— EXERCISE DATA —

# # #

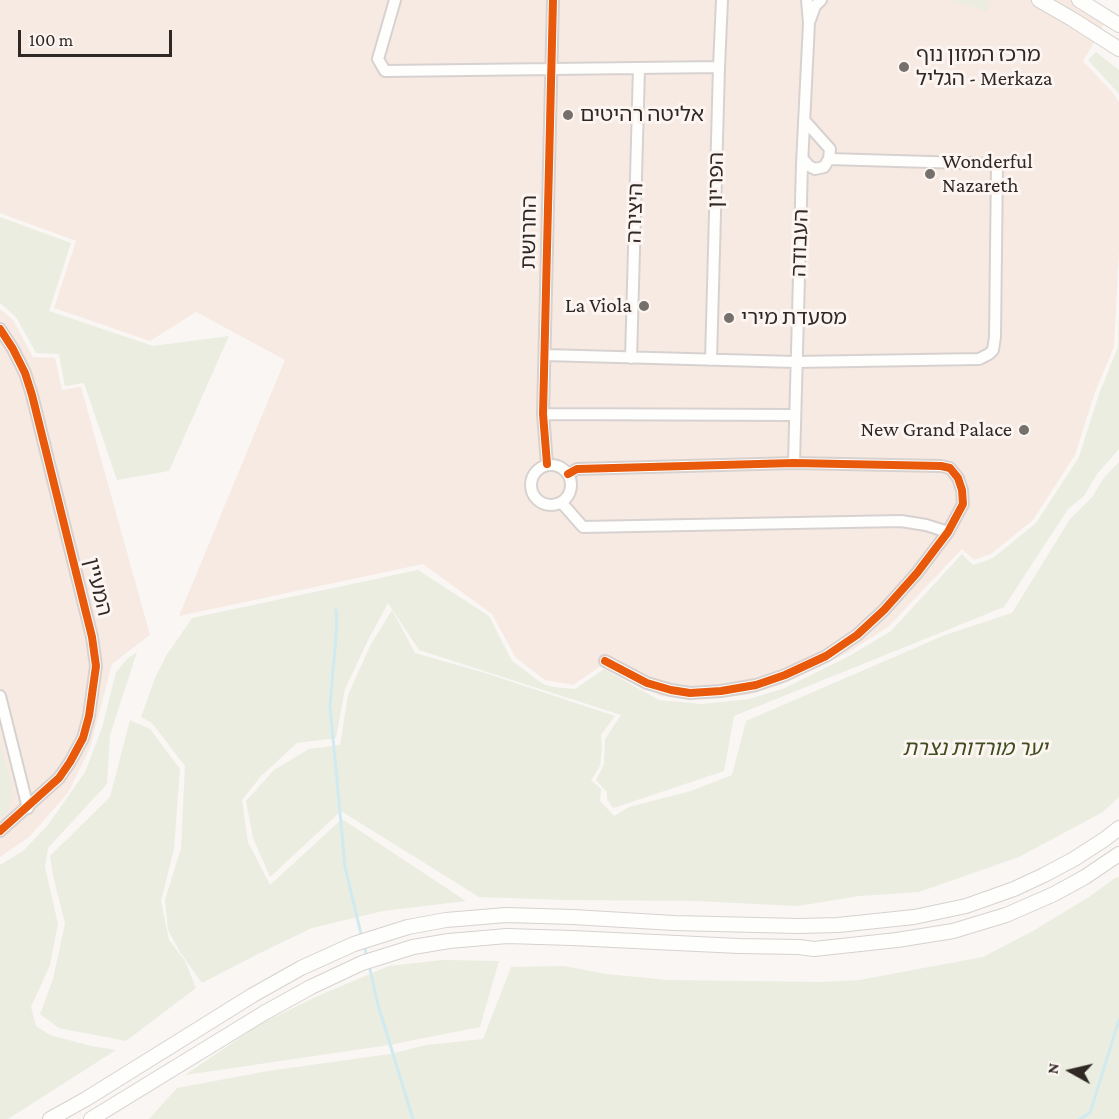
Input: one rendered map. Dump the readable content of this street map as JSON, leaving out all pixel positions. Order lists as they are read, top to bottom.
{
  "streets": {
    "street": [
      "הפריון",
      "היצירה",
      "החרושת",
      "העבודה",
      "המעיין"
    ]
  },
  "parks": ["יער מורדות נצרת"],
  "places": [
    "מרכז המזון נוף הגליל - Merkaza",
    "אליטה רהיטים",
    "Wonderful Nazareth",
    "La Viola",
    "מסעדת מירי",
    "New Grand Palace"
  ],
  "scale_bar": "100 m",
  "north": "left"
}
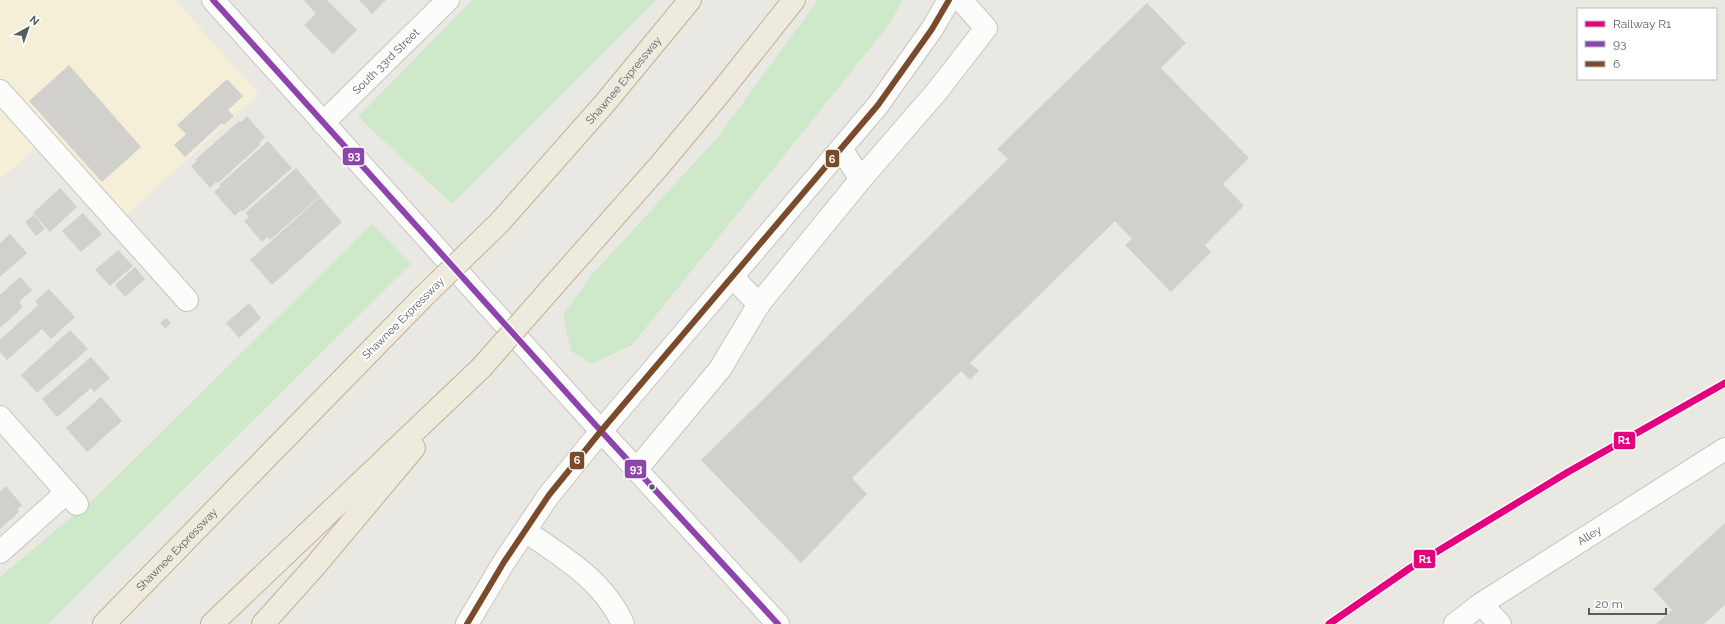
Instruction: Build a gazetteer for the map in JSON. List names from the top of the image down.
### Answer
{
  "streets": {
    "highway": ["Shawnee Expressway"],
    "street": ["South 33rd Street", "Alley"]
  },
  "lines": ["transit line 93", "transit line 6", "rail line R1"],
  "legend": ["Railway R1", "93", "6"],
  "scale_bar": "20 m",
  "north": "top right"
}
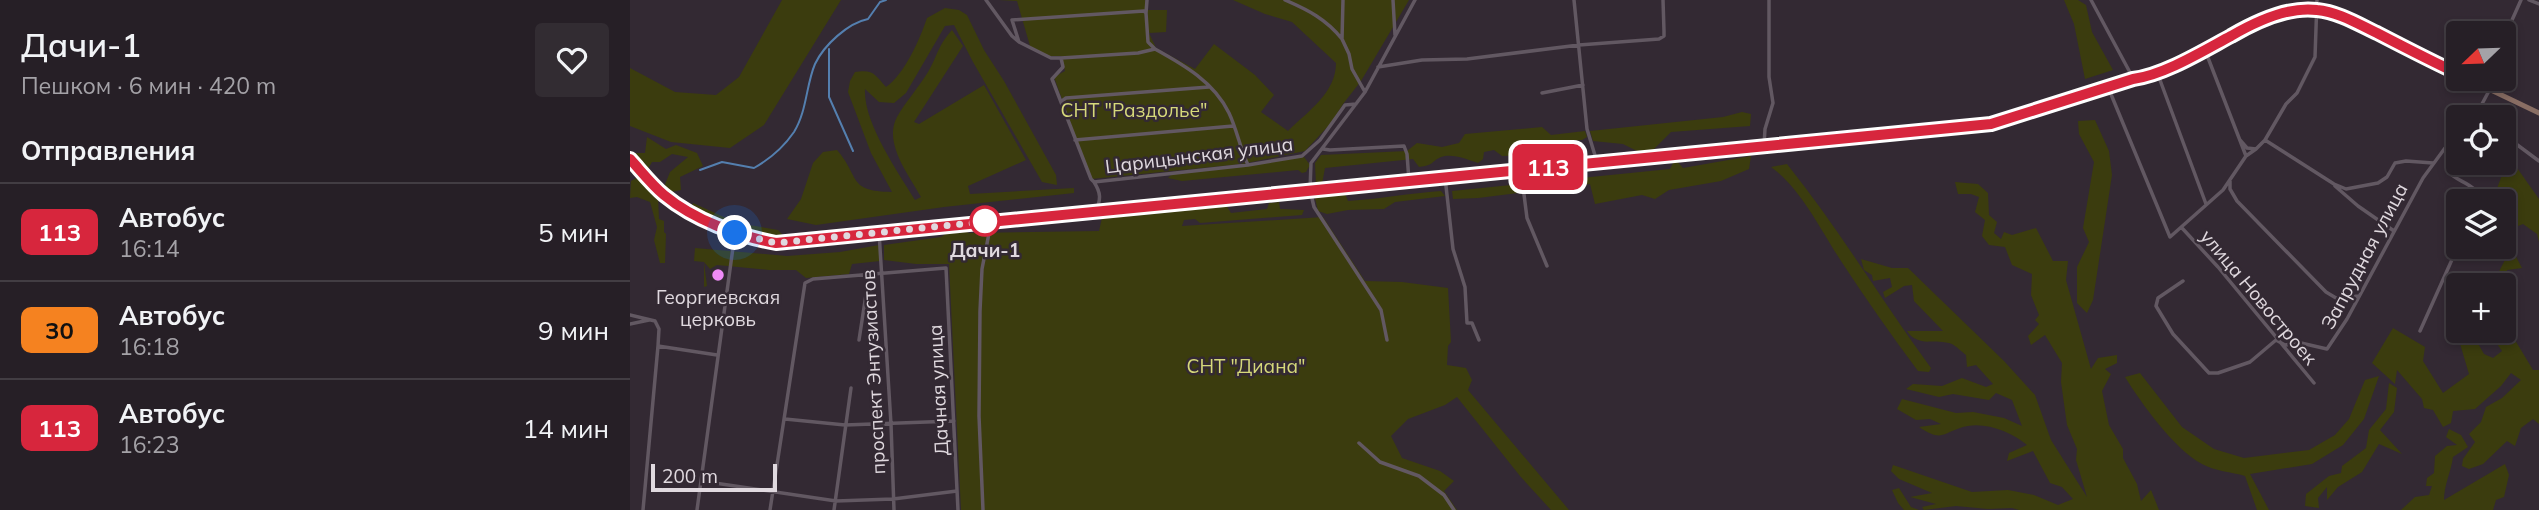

# # #

— TASK PROMPT —
Nothing but an exact copy is needed, covering the lines from the line with "Instruction: Build a" through the last line of the entries, pictures excluded.

— RESULT —
Instruction: Build a gazetteer for the map in JSON. List names from the top of the image down.
### Answer
{
  "streets": {
    "highway": ["Shawnee Expressway"],
    "street": ["South 33rd Street", "Alley"]
  },
  "lines": ["transit line 93", "transit line 6", "rail line R1"],
  "legend": ["Railway R1", "93", "6"],
  "scale_bar": "20 m",
  "north": "top right"
}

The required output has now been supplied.